▸ **What is required**: Find the line that contains "Localize all text", then repeat it and each line after it to the end of the records, exactly.

··· Data for review

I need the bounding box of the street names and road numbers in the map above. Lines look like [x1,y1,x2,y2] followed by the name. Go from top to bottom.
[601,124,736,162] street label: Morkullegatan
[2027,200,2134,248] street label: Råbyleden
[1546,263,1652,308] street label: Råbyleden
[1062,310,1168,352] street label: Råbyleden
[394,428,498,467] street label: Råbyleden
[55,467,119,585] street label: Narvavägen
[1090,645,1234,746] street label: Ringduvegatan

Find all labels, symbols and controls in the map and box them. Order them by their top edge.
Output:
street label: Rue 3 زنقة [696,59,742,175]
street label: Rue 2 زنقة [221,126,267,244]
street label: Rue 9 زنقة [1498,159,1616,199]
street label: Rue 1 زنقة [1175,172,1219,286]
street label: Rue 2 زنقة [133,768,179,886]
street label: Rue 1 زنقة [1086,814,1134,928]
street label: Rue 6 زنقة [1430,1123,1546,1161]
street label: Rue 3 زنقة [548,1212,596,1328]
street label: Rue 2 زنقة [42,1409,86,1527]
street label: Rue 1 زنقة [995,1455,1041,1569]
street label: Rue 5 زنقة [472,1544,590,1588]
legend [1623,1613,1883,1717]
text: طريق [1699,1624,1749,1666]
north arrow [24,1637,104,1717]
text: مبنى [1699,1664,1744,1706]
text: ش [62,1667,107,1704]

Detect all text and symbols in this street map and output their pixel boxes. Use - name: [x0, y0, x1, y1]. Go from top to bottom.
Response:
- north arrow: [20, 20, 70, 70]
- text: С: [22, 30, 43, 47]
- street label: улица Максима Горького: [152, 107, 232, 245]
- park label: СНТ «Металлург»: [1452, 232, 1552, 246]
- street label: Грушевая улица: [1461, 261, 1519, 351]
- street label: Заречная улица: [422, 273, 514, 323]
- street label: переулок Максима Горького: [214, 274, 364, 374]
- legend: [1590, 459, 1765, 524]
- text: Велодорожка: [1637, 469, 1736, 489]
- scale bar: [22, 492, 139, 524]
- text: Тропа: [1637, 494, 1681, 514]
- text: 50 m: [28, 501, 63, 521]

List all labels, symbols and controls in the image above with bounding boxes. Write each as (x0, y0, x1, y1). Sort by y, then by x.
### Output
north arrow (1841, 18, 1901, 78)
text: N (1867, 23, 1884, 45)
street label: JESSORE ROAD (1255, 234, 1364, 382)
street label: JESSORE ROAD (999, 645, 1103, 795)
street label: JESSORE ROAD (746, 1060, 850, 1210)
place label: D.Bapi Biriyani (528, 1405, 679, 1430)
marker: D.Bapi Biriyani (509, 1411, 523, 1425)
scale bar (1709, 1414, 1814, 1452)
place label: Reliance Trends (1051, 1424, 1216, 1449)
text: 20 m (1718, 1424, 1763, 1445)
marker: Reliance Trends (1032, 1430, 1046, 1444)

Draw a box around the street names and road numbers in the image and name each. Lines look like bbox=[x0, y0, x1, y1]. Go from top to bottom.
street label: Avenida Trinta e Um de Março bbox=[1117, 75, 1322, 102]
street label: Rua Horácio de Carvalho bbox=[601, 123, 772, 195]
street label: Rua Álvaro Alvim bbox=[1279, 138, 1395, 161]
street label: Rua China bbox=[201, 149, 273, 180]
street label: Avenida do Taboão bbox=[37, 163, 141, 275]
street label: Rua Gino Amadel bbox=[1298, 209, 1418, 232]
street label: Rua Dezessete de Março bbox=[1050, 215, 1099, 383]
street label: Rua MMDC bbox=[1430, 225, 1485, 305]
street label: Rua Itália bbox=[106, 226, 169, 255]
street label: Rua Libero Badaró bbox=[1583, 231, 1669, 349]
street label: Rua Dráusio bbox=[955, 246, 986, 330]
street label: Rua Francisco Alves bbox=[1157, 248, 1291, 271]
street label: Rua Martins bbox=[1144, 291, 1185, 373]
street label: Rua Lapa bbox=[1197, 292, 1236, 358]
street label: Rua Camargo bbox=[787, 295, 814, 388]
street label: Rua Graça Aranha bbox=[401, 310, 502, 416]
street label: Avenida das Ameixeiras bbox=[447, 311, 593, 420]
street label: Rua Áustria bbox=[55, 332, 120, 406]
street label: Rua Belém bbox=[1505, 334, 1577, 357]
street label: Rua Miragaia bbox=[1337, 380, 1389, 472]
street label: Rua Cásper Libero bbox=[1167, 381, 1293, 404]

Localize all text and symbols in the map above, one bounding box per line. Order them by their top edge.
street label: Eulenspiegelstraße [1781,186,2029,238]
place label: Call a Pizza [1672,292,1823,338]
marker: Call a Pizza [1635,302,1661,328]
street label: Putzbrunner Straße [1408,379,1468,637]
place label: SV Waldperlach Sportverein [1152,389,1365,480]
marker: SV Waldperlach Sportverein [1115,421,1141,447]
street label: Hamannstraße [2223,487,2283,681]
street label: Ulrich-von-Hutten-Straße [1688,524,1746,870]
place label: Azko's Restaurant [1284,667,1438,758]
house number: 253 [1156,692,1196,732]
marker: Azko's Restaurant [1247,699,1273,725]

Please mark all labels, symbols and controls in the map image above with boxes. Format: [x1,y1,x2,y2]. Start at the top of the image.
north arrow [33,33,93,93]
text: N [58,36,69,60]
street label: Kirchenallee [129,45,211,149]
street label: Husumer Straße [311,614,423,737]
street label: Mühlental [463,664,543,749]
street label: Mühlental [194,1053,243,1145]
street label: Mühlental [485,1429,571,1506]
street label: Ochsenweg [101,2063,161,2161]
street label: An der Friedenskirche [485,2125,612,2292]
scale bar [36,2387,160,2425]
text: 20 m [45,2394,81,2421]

······

▸ **Solution to the problem**:
Localize all text and symbols in the map above, one bounding box per line. Order them by their top edge.
street label: Eulenspiegelstraße [1781,186,2029,238]
place label: Call a Pizza [1672,292,1823,338]
marker: Call a Pizza [1635,302,1661,328]
street label: Putzbrunner Straße [1408,379,1468,637]
place label: SV Waldperlach Sportverein [1152,389,1365,480]
marker: SV Waldperlach Sportverein [1115,421,1141,447]
street label: Hamannstraße [2223,487,2283,681]
street label: Ulrich-von-Hutten-Straße [1688,524,1746,870]
place label: Azko's Restaurant [1284,667,1438,758]
house number: 253 [1156,692,1196,732]
marker: Azko's Restaurant [1247,699,1273,725]

Please mark all labels, symbols and controls in the map image above with boxes. Format: [x1,y1,x2,y2]. Start at the top of the image.
north arrow [33,33,93,93]
text: N [58,36,69,60]
street label: Kirchenallee [129,45,211,149]
street label: Husumer Straße [311,614,423,737]
street label: Mühlental [463,664,543,749]
street label: Mühlental [194,1053,243,1145]
street label: Mühlental [485,1429,571,1506]
street label: Ochsenweg [101,2063,161,2161]
street label: An der Friedenskirche [485,2125,612,2292]
scale bar [36,2387,160,2425]
text: 20 m [45,2394,81,2421]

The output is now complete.